Taka "myszka" do oskrobania podeszwy przed wejściem do ewangelickiego kościoła.

Śluza Guzianka
Kaczka na Krutyni ;-)
Spływ Krutynią. Polecam od Ukty w dół, do Nowego Mostu. Cicho, malowniczo, pięknie.
Nauczony głodomor. Łabędź delikatnie brał z dłoni.
Krzyż granitowy w Ładnym Polu. Nie wiadomo kto go zrobił i po co. Może tam był cmentarz?
Jezioro Śniardwy. Dziadek pytał się nas, którędy do Mikołajek, bo z powodu wiatru schował się w zarośla. Facet jest na emeryturze. Płynął z Krakowa. Przypomina mi bohatera filmu "Prosta historia". Ten tą małą łódeczką tak sobie płynie, płynie, płynie... Ciekawe, jakie miejsce do spania ma na tej łajbce i jak się pomieścił ze wszystkim.
Jezioro Śniardwy, największe w Polsce.
To również Śniardwy ;-)
I taki gość na kwaterze. Strasznie piszczała, jak się ją wyganiało. Całować jednak nie zamierzałem. Nie znam się, nie wiem czy to żaba, czy ropucha.

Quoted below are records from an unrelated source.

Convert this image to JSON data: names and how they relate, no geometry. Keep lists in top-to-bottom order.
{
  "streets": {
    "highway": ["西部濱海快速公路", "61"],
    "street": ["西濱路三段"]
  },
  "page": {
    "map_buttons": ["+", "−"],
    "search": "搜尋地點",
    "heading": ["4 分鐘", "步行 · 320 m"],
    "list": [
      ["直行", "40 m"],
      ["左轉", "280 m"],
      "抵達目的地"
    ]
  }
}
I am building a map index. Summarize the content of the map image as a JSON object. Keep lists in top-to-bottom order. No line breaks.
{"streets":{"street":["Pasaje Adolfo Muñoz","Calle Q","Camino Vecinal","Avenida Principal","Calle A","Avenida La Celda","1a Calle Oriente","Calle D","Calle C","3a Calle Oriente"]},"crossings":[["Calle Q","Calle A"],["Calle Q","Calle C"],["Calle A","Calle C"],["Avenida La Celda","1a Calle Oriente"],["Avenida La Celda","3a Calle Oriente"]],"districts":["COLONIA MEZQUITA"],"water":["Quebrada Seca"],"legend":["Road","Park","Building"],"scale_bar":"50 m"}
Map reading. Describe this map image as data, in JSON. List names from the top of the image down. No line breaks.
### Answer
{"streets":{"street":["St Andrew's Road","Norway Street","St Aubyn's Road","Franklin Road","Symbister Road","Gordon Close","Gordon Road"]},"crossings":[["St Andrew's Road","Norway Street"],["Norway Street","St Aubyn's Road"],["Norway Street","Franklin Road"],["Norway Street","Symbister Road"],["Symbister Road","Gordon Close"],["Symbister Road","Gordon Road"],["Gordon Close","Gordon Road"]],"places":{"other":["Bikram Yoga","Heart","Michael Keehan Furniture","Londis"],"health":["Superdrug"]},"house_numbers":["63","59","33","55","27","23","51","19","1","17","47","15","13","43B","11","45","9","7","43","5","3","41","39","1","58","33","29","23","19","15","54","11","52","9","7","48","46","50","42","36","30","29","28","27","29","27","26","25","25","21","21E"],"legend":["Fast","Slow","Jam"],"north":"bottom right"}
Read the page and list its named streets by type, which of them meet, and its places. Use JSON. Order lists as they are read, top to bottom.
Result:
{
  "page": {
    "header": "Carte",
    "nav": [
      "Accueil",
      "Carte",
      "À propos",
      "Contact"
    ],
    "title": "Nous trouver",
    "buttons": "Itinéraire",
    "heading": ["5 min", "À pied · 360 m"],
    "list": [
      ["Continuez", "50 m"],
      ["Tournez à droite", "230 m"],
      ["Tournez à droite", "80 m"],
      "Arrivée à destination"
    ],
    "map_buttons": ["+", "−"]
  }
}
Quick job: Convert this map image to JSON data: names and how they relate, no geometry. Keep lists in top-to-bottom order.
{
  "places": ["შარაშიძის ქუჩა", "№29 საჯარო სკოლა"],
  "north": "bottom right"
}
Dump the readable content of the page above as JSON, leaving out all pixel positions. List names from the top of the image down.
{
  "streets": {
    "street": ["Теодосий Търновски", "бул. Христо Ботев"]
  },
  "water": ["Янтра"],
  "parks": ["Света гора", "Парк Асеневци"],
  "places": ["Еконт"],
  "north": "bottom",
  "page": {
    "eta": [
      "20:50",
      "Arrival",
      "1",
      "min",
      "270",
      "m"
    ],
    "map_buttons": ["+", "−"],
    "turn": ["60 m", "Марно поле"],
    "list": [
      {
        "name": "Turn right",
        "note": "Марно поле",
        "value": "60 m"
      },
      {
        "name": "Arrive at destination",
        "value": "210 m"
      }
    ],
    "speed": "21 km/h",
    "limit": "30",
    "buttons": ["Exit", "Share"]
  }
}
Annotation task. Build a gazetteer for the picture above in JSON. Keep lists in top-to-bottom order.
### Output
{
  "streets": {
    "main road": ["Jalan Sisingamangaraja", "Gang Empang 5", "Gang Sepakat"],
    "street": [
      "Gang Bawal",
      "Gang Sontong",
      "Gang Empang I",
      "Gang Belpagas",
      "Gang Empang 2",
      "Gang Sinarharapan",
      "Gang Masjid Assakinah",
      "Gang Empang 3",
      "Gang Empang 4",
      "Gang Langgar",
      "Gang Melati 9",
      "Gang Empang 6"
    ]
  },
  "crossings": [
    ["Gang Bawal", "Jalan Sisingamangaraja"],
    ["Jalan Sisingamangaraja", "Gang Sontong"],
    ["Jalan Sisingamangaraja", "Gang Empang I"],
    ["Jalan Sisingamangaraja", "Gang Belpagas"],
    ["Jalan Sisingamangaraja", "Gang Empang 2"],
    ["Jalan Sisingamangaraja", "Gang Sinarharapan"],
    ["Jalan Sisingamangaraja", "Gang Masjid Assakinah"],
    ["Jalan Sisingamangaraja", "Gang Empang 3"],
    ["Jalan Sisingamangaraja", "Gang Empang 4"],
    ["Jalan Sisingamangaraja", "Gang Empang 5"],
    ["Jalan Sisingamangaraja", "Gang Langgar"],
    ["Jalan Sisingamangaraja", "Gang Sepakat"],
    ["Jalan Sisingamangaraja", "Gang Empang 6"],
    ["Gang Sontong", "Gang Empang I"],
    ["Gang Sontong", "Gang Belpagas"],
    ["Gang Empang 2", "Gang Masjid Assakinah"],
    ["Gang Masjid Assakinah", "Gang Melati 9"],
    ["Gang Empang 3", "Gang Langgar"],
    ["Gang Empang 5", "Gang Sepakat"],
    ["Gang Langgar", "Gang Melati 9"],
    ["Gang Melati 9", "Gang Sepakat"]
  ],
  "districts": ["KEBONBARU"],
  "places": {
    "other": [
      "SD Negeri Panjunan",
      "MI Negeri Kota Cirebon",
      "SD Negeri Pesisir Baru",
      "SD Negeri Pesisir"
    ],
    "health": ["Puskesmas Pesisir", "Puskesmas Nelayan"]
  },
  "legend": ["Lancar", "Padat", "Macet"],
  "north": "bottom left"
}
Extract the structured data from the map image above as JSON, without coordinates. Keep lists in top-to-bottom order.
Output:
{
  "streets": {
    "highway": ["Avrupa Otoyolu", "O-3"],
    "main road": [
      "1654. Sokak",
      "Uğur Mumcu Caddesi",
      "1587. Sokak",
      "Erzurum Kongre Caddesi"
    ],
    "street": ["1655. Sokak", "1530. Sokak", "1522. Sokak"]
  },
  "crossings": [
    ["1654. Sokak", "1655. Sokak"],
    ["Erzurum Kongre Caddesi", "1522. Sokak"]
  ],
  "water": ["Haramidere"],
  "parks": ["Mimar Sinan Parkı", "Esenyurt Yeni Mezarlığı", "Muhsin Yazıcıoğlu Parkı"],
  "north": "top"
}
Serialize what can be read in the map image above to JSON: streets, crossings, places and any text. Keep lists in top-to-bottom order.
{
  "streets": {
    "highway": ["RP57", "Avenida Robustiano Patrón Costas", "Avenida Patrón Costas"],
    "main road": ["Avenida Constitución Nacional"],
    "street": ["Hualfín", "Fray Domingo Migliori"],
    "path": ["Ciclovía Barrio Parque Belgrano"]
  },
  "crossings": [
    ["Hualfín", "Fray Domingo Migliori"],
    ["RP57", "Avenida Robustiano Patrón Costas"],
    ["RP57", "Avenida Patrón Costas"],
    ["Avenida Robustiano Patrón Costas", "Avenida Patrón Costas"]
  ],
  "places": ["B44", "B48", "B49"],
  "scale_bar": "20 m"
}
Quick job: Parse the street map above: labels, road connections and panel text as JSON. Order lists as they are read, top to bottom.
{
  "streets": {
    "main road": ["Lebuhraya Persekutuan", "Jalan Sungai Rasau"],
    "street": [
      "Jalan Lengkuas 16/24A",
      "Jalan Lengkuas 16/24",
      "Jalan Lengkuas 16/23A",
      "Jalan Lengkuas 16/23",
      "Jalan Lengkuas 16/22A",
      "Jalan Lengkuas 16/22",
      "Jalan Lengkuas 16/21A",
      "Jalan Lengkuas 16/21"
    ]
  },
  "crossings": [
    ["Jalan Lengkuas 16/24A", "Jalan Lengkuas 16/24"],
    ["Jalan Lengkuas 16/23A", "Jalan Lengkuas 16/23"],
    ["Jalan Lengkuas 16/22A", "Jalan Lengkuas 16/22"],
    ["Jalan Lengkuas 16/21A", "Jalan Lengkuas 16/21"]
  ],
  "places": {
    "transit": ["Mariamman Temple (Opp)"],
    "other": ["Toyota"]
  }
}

O, a to nagrobek na cmentarzu. Na nagrobku zaś... Robert Powell. Aktor, także komediowy, który wyśmienicie zagrał Jezusa w filmie Franco Zefirelliego "Jezus z Nazaretu". Tak a propos, to świetny film. Ale, żeby aktora na nagrobek?... ;-)
A to biblioteczka do wymiany książek. Obok oberży w Praniu.